Значение этих философий состояло в том, что они, защищаясь от двойной тирании референта и говорящего субъекта, развивали понятия, придающие достоинство медиаторам, которые больше уже не являются простыми посредниками или простыми средствами, передающими значения от природы тем, кто говорит, или наоборот. Текст и язык создают смысл; они даже порождают внутренние референции дискурса и говорящих, помещенных в дискурс (Greimas, Courtes, 1979). Чтобы создать природу и общество, они нуждаются только в самих себе, и материей для них является только форма повествований. Здесь первенство принадлежит означающему, а означаемое движется вокруг него, будучи лишено каких бы то ни было привилегий. Текст становится первичным, а то, что он выражает, или то, что он передает, оказывается вторичным. Говорящие субъекты превращаются в многочисленные фикции, порождаемые эффектами смысла; что касается автора, то он не более чем артефакт своего же собственного письма (Есо, 1985). Объекты, о которых ведется речь, становятся эффектами реальности, скользящими по поверхности письма. Все становится знаком и системой знаков — архитектура и кухня, мода и мифология, политика и само бессознательное (Barthes, 1985).
Наиболее слабое место этих философий состояло в том, что они сделали более сложными соединения между автономизированным дискурсом и природой или субъектом/обществом, которых они оставили нетронутыми, предварительно разложив их по разным ячейкам. Действительно, трудно в течение долгого времени воображать, что мы являемся текстом, который производит сам себя, дискурсом, который говорит сам по себе, игрой означающего без означаемого. Трудно свести весь космос к одному большому повествованию, физику субатомных частиц к тексту, все социальные структуры к дискурсу. Империя знаков просуществовала не дольше, чем империя Александра, и точно так же была поделена между ее генералами (Pavel, 1988). Некоторые хотели сделать автономную систему языка более приближенной к реальности, восстанавливая в правах говорящего субъекта или даже социальную группу, и ради этого отправились на поиски старой доброй социологии. Другие стремились сделать семиотику менее абсурдной, восстанавливая контакт с референтом, взывая к миру науки или здравого смысла, для того чтобы вновь обрести надежное основание в дискурсе. Социологизация, натурализация — выбор здесь всегда невелик. Другие сохранили первоначальное направление, заданное Империей знаков, и принялись деконструировать самих себя, создавая автономные толкования автономных толкований, и так вплоть до самоуничтожения.

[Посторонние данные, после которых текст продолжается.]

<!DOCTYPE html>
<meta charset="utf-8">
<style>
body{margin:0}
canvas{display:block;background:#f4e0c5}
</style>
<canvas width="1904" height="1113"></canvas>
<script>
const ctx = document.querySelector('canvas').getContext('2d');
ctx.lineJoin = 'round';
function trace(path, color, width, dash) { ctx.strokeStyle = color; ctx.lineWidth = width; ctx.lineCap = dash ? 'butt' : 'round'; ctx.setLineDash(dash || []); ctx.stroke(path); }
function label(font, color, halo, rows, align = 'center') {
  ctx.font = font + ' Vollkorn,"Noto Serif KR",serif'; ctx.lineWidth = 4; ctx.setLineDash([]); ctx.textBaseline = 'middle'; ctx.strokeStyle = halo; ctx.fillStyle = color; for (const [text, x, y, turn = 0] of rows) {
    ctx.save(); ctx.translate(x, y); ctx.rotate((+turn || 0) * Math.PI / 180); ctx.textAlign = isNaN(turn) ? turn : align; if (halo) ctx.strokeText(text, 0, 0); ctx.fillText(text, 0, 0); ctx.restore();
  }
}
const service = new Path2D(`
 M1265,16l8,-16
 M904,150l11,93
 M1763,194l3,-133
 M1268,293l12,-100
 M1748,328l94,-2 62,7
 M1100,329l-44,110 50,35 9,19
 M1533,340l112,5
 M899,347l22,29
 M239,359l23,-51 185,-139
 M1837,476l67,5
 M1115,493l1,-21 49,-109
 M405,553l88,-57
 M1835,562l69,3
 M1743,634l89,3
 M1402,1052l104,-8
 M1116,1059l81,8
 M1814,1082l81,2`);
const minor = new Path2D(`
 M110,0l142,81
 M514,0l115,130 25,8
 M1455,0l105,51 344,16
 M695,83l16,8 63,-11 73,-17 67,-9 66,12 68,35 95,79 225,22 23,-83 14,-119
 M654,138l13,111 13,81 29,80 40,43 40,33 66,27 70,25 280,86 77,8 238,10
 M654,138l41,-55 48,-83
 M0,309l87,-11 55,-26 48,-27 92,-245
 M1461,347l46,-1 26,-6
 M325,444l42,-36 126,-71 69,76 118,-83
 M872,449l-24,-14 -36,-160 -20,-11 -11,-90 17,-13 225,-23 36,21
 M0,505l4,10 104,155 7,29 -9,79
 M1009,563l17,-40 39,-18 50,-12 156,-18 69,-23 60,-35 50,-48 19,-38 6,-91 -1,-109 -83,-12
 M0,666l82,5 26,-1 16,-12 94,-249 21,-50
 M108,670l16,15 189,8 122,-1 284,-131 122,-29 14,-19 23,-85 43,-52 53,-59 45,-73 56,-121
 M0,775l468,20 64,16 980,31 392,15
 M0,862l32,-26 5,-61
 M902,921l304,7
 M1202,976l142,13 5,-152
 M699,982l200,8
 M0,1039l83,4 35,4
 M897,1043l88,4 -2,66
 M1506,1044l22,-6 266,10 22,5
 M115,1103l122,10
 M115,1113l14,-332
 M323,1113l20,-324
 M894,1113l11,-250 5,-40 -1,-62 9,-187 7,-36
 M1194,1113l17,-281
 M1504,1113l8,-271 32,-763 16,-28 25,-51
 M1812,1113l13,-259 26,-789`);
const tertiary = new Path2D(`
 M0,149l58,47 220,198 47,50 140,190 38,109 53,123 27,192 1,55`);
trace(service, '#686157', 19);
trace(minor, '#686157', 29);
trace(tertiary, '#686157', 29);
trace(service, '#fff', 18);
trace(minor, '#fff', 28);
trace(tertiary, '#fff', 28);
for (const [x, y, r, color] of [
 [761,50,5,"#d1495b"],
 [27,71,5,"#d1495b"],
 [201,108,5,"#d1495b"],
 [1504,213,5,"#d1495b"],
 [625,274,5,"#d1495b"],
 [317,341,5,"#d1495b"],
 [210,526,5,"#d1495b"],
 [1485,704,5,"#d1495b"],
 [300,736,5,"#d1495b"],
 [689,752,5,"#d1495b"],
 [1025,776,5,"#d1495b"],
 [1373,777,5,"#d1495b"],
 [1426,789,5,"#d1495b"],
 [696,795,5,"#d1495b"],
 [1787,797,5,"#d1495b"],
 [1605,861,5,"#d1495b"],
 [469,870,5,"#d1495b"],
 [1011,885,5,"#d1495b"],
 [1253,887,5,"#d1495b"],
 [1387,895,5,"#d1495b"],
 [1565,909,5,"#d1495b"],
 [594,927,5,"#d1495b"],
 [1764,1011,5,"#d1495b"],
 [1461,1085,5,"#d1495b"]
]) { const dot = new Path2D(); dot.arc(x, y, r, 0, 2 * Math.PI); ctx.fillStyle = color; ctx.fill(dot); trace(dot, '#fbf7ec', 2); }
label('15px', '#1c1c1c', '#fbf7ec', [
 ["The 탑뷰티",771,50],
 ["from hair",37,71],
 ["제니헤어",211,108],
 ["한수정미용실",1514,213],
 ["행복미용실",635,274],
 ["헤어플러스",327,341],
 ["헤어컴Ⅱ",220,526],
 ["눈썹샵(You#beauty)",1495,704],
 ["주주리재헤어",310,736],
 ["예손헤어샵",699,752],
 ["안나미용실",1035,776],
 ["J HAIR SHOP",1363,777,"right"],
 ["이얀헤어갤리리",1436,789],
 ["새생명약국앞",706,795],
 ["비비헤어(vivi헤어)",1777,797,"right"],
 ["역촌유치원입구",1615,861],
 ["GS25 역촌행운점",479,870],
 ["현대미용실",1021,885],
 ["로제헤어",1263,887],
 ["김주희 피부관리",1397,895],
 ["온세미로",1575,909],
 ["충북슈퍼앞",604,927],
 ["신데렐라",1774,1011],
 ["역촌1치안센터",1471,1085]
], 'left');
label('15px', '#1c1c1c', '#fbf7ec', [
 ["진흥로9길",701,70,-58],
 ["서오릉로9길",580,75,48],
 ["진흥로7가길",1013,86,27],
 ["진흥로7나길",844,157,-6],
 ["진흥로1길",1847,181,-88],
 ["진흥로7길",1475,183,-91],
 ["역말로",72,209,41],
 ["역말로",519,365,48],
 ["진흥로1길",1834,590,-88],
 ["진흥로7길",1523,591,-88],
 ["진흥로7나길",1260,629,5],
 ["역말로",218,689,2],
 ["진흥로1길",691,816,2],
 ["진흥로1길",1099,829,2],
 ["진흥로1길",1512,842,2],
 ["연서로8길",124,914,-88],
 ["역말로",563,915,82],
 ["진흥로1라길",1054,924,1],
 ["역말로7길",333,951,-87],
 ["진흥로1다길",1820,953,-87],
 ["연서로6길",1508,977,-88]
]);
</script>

Благодаря этому фундаментальному повороту мы узнали, что единственное средство избежать симметричных ловушек натурализации и социологизации состоит в том, чтобы предоставить языку его автономию. Как же по-другому развернуть срединное пространство, расположенное между природой и обществами, чтобы расположить там квазиобъекты и квазисубъекты? Различные варианты семиотики предлагают набор превосходных инструментов, позволяющих проследить языковые медиации. Но избегая ту двойную проблему, которую представляют собой связи с референтом и связи с контекстом, они мешают нам следовать за квазиобъектами до самого конца. Последние, как я сказал, являются одновременно реальными, дискурсивными и социальными. Они принадлежат природе, коллективу и дискурсу. Если автономизировать дискурс, оставляя природу эпистемологам, а общество — социологам, то становится невозможным соединение этих трех ресурсов.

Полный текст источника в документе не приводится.